“Somebody do something! Somebody call somebody!” – phrases from the movie “Seven” popped into my brain when I saw this picture.
There was a metal nut hanging from the “sharp” ends of the input breaker. I broke into a sweat as I imagined what could happen at any moment. And how long had that nut been there, had it been there since the last round, or had it come loose a second ago, while the cabinet door was being opened?
That said, the production line in question was running on all fumes. The line is such that it is operated by more than 10 people, and there are several similar bushings with a busbar connection. Since a strong vibration in this place – common, this metal nut, unscrewed from the input coupling, at any time could slip down, move a couple of millimeters, and then … What then – talk in this article.
Short circuit conditions
To get a fuller sense of the problem we’re going to talk about, read my recent article – what is the short circuit current – its causes, varieties, measurement, etc.
What do we have? The power line in this case has this structure.
Voltage source – KTP (complete transformer substation) with a transformer 10/0,4 kV, capacity 1000 kVA:
As part of the KTP – automatic circuit breaker drawout type AVM-20, made in the Brezhnev era, with unknown settings for overcurrent (overload and short-circuit).
From the ABM-20 circuit breaker, voltage is supplied to the ShRA-73 busbar trunking with aluminum busbars. Rated current is 630 A. Length – about 70 m.
Feeding single-core flexible cables of KG type with 95 mm² cross-section are connected to the busbar. The length of this section – 15 m.
The terminals are aluminum-copper, we wrap the crimping point with white duct tape. Why not with white heat shrink? Because white duct tape is always at hand, but white heat shrink wrap with a hair dryer is not. Why white tape?
Through the cable sleeves, the wires enter the power cabinet to the terminals of the ABB OT630E30 circuit breaker with a rated current of 630 A.
From the given data we can judge that the short circuit current at the point of supposed short circuit should be enormous – more than 10 kiloamperes. And the consequences – fairy-tale!
What could be the consequences of the short circuit?
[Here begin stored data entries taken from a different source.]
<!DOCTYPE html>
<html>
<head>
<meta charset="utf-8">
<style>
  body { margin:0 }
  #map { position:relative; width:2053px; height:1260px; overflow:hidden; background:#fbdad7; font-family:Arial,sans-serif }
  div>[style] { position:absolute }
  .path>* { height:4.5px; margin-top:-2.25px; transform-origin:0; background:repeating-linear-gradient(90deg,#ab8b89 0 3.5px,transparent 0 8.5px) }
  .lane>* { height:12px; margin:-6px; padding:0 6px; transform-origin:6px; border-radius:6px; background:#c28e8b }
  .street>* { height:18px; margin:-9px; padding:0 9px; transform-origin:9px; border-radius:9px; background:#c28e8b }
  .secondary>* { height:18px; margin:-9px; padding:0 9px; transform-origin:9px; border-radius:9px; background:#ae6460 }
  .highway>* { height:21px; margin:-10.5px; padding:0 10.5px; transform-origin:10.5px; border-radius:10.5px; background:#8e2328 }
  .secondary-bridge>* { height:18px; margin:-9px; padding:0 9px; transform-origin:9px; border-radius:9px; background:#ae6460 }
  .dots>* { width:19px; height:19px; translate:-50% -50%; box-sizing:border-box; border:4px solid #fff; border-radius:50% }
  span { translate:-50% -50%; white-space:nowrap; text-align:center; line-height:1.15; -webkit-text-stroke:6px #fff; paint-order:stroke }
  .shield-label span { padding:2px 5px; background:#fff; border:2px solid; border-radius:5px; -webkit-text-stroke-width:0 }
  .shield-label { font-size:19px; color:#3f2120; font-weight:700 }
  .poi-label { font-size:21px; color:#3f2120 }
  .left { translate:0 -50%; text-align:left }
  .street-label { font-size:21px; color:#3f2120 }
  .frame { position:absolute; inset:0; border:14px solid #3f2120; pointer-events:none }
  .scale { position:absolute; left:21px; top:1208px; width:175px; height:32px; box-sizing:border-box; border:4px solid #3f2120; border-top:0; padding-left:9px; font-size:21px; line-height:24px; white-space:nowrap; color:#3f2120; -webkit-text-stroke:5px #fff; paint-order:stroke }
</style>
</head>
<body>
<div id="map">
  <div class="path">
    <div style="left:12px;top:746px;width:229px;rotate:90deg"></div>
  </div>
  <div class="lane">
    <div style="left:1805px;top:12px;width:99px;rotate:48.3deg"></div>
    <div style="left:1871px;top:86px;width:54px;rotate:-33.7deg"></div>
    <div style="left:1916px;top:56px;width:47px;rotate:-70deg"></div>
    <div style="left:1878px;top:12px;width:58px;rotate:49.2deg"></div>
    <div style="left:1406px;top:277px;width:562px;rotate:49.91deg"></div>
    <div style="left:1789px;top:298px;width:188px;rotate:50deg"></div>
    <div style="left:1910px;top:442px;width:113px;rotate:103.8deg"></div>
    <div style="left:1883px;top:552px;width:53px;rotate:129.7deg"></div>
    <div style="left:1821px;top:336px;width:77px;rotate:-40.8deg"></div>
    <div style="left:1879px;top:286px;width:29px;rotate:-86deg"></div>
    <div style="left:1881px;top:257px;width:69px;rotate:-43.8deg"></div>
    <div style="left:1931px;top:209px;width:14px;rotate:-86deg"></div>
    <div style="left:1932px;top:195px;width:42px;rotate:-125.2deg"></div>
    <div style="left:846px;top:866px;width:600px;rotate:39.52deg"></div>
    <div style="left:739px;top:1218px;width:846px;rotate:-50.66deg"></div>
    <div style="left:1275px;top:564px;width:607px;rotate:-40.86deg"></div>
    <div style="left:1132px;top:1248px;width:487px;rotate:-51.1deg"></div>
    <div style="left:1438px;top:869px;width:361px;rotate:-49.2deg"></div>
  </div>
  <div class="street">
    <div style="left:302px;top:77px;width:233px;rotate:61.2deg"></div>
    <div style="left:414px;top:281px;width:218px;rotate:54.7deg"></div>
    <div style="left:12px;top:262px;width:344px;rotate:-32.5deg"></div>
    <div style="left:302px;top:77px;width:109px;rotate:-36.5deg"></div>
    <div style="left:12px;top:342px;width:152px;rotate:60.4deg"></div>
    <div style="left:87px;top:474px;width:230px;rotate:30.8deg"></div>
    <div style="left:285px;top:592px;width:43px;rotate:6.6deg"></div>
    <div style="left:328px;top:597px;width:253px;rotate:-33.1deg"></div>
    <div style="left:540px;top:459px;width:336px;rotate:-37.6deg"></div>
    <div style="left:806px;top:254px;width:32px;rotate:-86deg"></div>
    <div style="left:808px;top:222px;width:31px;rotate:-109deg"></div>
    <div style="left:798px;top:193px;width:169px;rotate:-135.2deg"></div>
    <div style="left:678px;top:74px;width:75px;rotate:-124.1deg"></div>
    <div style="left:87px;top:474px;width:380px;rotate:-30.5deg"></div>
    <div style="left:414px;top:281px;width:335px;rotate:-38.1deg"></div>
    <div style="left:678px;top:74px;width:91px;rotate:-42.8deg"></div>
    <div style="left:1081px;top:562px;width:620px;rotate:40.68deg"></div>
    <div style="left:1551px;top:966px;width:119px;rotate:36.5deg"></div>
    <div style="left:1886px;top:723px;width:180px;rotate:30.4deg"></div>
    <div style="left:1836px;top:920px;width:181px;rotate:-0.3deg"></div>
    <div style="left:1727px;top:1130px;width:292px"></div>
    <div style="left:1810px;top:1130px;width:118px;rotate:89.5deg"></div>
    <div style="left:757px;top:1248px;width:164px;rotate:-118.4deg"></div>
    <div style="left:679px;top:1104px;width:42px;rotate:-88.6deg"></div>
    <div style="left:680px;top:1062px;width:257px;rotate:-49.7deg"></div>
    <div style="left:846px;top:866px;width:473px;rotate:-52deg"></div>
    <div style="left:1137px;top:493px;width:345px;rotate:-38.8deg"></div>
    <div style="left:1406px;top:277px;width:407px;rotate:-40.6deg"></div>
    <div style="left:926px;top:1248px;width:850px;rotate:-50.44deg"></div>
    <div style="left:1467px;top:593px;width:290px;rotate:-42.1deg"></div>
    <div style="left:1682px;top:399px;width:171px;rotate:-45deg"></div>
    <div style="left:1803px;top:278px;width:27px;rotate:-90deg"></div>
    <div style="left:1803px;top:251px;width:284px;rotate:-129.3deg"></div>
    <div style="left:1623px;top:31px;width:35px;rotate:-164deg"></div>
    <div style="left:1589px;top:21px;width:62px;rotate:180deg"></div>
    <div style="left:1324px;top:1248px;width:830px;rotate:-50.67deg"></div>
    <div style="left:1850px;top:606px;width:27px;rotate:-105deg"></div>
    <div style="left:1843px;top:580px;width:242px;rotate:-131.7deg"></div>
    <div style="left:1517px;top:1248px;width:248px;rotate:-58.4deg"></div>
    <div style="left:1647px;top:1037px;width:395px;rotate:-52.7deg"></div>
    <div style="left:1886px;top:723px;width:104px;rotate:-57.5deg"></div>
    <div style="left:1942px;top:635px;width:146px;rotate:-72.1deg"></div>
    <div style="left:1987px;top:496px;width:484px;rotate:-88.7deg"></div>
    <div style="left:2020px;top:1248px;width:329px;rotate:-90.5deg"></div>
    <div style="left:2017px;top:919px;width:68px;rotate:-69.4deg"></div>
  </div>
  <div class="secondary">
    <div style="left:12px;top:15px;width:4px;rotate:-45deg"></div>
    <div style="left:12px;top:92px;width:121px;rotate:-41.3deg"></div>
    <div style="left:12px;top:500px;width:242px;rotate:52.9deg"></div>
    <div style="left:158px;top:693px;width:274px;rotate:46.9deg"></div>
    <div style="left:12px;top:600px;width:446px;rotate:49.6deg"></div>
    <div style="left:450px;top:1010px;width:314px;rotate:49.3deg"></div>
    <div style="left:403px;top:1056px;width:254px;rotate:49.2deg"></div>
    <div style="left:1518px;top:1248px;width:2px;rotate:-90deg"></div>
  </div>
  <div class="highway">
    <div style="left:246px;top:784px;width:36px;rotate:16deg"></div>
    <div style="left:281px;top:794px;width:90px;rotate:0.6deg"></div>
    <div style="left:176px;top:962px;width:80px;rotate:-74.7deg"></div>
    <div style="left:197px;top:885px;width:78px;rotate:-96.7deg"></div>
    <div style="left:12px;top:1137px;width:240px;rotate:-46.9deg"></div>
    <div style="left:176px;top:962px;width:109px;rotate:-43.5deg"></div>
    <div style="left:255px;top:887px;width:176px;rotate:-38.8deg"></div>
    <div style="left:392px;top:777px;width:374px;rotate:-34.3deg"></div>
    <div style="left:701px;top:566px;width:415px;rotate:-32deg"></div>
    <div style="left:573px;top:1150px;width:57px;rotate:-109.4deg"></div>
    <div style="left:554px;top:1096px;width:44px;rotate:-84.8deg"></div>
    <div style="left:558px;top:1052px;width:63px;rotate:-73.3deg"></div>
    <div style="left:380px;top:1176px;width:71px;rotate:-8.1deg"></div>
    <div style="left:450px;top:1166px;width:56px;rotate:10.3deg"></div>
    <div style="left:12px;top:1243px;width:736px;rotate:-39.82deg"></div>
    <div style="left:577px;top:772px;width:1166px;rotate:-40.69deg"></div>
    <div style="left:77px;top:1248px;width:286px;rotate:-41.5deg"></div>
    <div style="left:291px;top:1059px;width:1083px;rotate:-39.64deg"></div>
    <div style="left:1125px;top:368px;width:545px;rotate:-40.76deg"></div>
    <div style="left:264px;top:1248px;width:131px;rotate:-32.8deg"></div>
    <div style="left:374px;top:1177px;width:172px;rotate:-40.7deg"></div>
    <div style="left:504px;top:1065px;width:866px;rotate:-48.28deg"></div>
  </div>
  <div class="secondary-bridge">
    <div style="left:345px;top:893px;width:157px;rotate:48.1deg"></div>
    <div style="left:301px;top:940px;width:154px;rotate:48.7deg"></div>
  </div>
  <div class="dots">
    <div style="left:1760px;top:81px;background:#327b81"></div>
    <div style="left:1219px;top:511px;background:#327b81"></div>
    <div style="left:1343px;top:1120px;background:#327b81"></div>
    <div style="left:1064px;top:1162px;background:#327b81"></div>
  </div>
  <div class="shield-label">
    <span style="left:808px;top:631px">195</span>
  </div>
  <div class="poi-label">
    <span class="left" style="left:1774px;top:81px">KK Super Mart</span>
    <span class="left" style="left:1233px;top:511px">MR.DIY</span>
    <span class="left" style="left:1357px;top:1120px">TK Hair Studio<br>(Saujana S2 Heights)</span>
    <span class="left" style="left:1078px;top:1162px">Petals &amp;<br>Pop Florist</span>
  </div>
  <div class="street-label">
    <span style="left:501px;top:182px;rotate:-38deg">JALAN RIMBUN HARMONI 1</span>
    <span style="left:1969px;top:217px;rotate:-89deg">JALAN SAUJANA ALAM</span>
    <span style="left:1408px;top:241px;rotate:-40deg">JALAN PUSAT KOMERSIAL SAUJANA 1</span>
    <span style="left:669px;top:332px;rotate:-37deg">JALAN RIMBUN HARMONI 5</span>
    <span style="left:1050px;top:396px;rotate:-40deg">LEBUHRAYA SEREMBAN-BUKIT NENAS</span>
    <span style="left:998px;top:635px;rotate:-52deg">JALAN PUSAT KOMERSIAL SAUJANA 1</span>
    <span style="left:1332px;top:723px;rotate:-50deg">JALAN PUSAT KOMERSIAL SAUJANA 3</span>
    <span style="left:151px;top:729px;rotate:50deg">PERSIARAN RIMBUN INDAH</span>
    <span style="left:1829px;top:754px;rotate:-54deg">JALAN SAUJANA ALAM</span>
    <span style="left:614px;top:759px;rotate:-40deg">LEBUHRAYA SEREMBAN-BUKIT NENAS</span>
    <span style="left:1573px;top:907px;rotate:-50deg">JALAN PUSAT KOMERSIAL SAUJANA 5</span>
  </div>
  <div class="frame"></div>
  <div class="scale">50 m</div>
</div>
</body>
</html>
Electricians are people who always think of the worst. Of course, that doesn’t mean they are pessimists. They think about the worst-case scenario – about the maximum allowable current in the circuit (from that choose a circuit breaker), or that most people, pulling the plug out of the socket, do not think about the reliability of fixing the socket in the wall (so you need to additionally fix the socket with screws, not hoping for the usual “legs”)
What could it be? This is not the kind of short circuit that would occur with a short in the outlet! There could have been far worse consequences in this incident! Here’s what came to mind when I calmed down a bit:
- The nut would simply burn out as a result of the nut short-circuit, the protection might not work, and no one would notice anything until the next bypass. This is the easiest outcome.
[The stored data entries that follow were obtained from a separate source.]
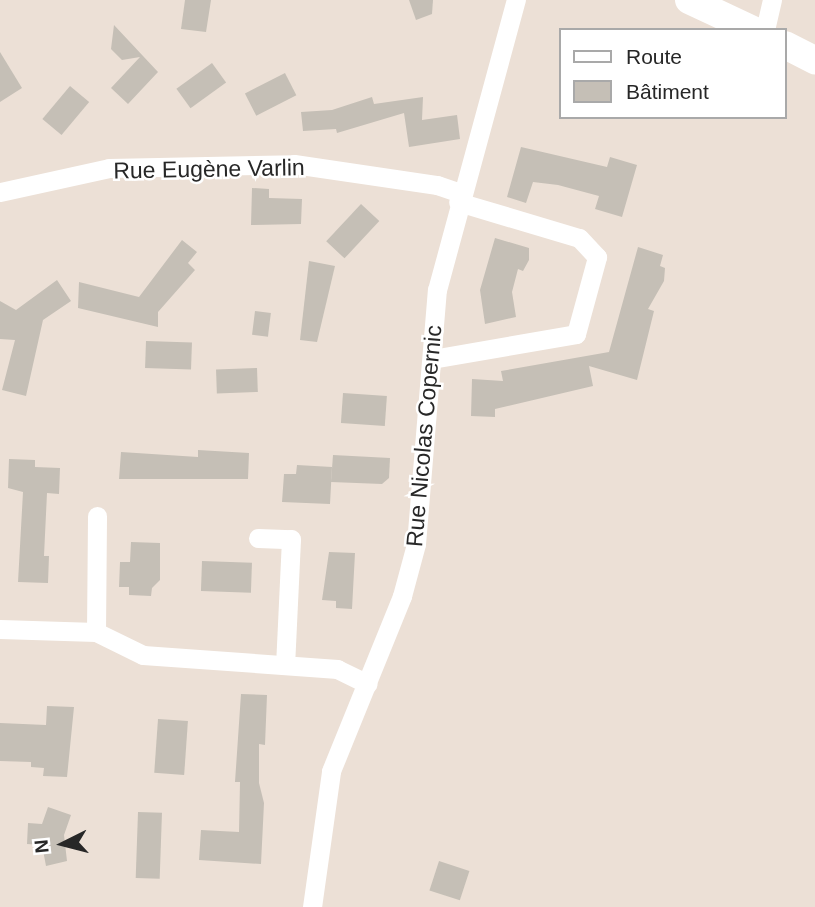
<!DOCTYPE html>
<meta charset="utf-8">
<style>
body{margin:0}
#map{position:relative;width:815px;height:907px;overflow:hidden;background:#ece0d6;font-family:Arial,sans-serif}
div>[style]{position:absolute}
.building>*{inset:0;background:#c5bfb6;transform-origin:0 0}
.street>*{height:19px;margin:-9.5px;padding:0 9.5px;transform-origin:9.5px;border-radius:9.5px;background:#fff}
.secondary>*{height:28px;margin:-14px;padding:0 14px;transform-origin:14px;border-radius:14px;background:#fff}
span{translate:-50% -50%;white-space:nowrap;text-align:center;line-height:1.15;-webkit-text-stroke:5px #fff;paint-order:stroke}
.street-label{font-size:23px;color:#272727}
.legend{position:absolute;left:559px;top:28px;width:228px;height:91px;box-sizing:border-box;background:#fff;border:2px solid #a9a9a9;margin:0;padding:9px 12px;list-style:none;font-size:21px;color:#272727}
.legend li{display:flex;align-items:center;gap:14px;height:35px}
.legend b{width:35px;border:2px solid #a9a9a9}
.north{position:absolute;left:28px;top:809px;width:70px;height:70px;-webkit-text-stroke:5px #fff;paint-order:stroke;rotate:264deg;font-size:19px;font-weight:700;line-height:28px;text-align:center;color:#272727}
.north::after{content:'';display:block;margin:auto;width:24px;height:32px;background:#272727;clip-path:polygon(50% 0,100% 100%,50% 72%,0 100%)}
</style>
<div id="map">
<div class="building">
<i style="clip-path:polygon(185px 0,211px 0,206px 32px,181px 29px)"></i>
<i style="clip-path:polygon(409px 0,433px 0,432px 14px,416px 20px)"></i>
<i style="clip-path:polygon(114px 25px,158px 72px,128px 104px,111px 88px,140px 57px,122px 60px,111px 49px)"></i>
<i style="clip-path:polygon(0 52px,22px 88px,0 102px)"></i>
<i style="left:212px;top:63px;width:24px;height:44px;rotate:54deg"></i>
<i style="left:285px;top:73px;width:25px;height:45px;rotate:63deg"></i>
<i style="left:70px;top:86px;width:25px;height:43px;rotate:40deg"></i>
<i style="clip-path:polygon(372px 97px,374px 104px,423px 97px,422px 120px,457px 115px,460px 139px,409px 147px,404px 113px,337px 133px,336px 129px,303px 131px,301px 112px,332px 110px)"></i>
<i style="clip-path:polygon(521px 147px,607px 167px,610px 157px,637px 165px,622px 217px,595px 209px,599px 196px,558px 185px,533px 182px,526px 203px,507px 197px)"></i>
<i style="clip-path:polygon(252px 188px,269px 189px,269px 198px,302px 199px,301px 224px,251px 225px)"></i>
<i style="left:361px;top:204px;width:25px;height:51px;rotate:43deg"></i>
<i style="clip-path:polygon(495px 238px,529px 248px,529px 260px,523px 271px,518px 269px,512px 292px,516px 317px,485px 324px,480px 290px)"></i>
<i style="clip-path:polygon(182px 240px,197px 252px,188px 263px,195px 270px,158px 312px,158px 327px,78px 308px,79px 282px,139px 297px)"></i>
<i style="clip-path:polygon(638px 247px,663px 255px,660px 266px,665px 268px,664px 281px,648px 309px,654px 311px,637px 380px,589px 366px,593px 386px,495px 409px,495px 417px,471px 416px,472px 379px,503px 381px,501px 371px,609px 352px)"></i>
<i style="clip-path:polygon(309px 261px,335px 266px,317px 342px,300px 340px)"></i>
<i style="clip-path:polygon(57px 280px,71px 301px,43px 320px,26px 396px,2px 390px,15px 340px,0 339px,0 301px,16px 310px)"></i>
<i style="left:255px;top:311px;width:16px;height:24px;rotate:7deg"></i>
<i style="left:146px;top:341px;width:46px;height:27px;rotate:2deg"></i>
<i style="left:257px;top:368px;width:24px;height:41px;rotate:88deg"></i>
<i style="left:343px;top:393px;width:44px;height:30px;rotate:4deg"></i>
<i style="clip-path:polygon(198px 450px,249px 453px,248px 479px,119px 479px,121px 452px,198px 457px)"></i>
<i style="clip-path:polygon(333px 455px,390px 458px,389px 478px,382px 484px,331px 482px)"></i>
<i style="clip-path:polygon(9px 459px,35px 460px,35px 467px,60px 468px,59px 494px,47px 493px,44px 556px,49px 556px,48px 583px,18px 582px,23px 492px,8px 488px)"></i>
<i style="clip-path:polygon(297px 465px,332px 467px,330px 504px,282px 502px,284px 474px,296px 474px)"></i>
<i style="clip-path:polygon(131px 542px,160px 543px,160px 580px,152px 588px,151px 596px,129px 595px,129px 587px,119px 587px,120px 562px,130px 562px)"></i>
<i style="clip-path:polygon(329px 552px,355px 553px,352px 609px,336px 608px,336px 601px,322px 600px)"></i>
<i style="left:202px;top:561px;width:50px;height:30px;rotate:2deg"></i>
<i style="clip-path:polygon(241px 694px,267px 695px,265px 745px,259px 744px,259px 783px,264px 803px,261px 864px,199px 860px,201px 830px,239px 832px,240px 782px,235px 782px)"></i>
<i style="clip-path:polygon(47px 706px,74px 707px,67px 777px,43px 776px,44px 768px,31px 767px,31px 762px,0 761px,0 723px,46px 725px)"></i>
<i style="left:158px;top:719px;width:30px;height:54px;rotate:4deg"></i>
<i style="clip-path:polygon(48px 807px,71px 815px,64px 835px,67px 861px,46px 866px,42px 845px,27px 844px,28px 823px,42px 824px)"></i>
<i style="left:138px;top:812px;width:24px;height:66px;rotate:2deg"></i>
<i style="left:439px;top:861px;width:32px;height:31px;rotate:18deg"></i>
</div>
<div class="street">
<i style="left:765px;top:30px;width:31px;rotate:-77deg"></i>
<i style="left:0;top:192px;width:112px;rotate:-12.4deg"></i>
<i style="left:109px;top:168px;width:185px;rotate:-1.2deg"></i>
<i style="left:294px;top:164px;width:145px;rotate:8.4deg"></i>
<i style="left:437px;top:185px;width:24px;rotate:19deg"></i>
<i style="left:432px;top:359px;width:146px;rotate:-9.8deg"></i>
<i style="left:576px;top:334px;width:80px;rotate:-74.7deg"></i>
<i style="left:597px;top:257px;width:26px;rotate:-133deg"></i>
<i style="left:579px;top:238px;width:126px;rotate:-163.4deg"></i>
<i style="left:258px;top:538px;width:33px;rotate:2deg"></i>
<i style="left:291px;top:539px;width:126px;rotate:92.7deg"></i>
<i style="left:0;top:629px;width:96px;rotate:1.8deg"></i>
<i style="left:96px;top:632px;width:52px;rotate:26.1deg"></i>
<i style="left:143px;top:655px;width:195px;rotate:4.1deg"></i>
<i style="left:337px;top:669px;width:34px;rotate:26deg"></i>
<i style="left:96px;top:632px;width:116px;rotate:-89.5deg"></i>
<i style="left:312px;top:907px;width:137px;rotate:-82deg"></i>
<i style="left:331px;top:771px;width:189px;rotate:-67.9deg"></i>
<i style="left:402px;top:596px;width:54px;rotate:-74.9deg"></i>
<i style="left:416px;top:544px;width:255px;rotate:-85.3deg"></i>
<i style="left:437px;top:290px;width:301px;rotate:-74.8deg"></i>
</div>
<div class="secondary">
<i style="left:689px;top:0;width:71px;rotate:25.1deg"></i>
<i style="left:785px;top:45px;width:34px;rotate:27deg"></i>
</div>
<div class="street-label">
<span style="left:209px;top:169px;rotate:-1deg">Rue Eugène Varlin</span>
<span style="left:424px;top:436px;rotate:-85deg">Rue Nicolas Copernic</span>
</div>
<ul class="legend">
<li><b style="height:9px;background:#fff"></b>Route</li>
<li><b style="height:19px;background:#c5bfb6"></b>Bâtiment</li>
</ul>
<div class="north">N</div>
</div>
- The circuit breaker on the switchgear supplying the line could have been tripped. Short-circuit tripping is always, if not an accident, the limit modes and overloads for all elements of the system, especially with such currents. In addition, a sudden abnormal shutdown of the line leads to material and time losses. And nerve cells, they say, do not recover at all.
- If the circuit breaker failed to trip, the fault could have created an arc, which is not easy to stop. An arc is actually a powerful open flame that easily leads to a fire. The arc current is less than the short-circuit current, and the breaker would be out of action. It is good that the cabinet is closed and sealed, the air cooling has a closed circuit, with cooling from a cold water circuit.
- Short circuit and arc is a powerful electromagnetic interference, which very negatively affects even the power circuits, not to mention the control and communication circuits. In the same cabinet there are two frequency converters that control 1.5 kW synchronous motors with resolvers, and a 75 kW DC motor driver. Control is via ProfiBus, which also goes to other frequency converters and controllers. All of this could have fun and with special effects, bringing the equipment into prolonged downtime.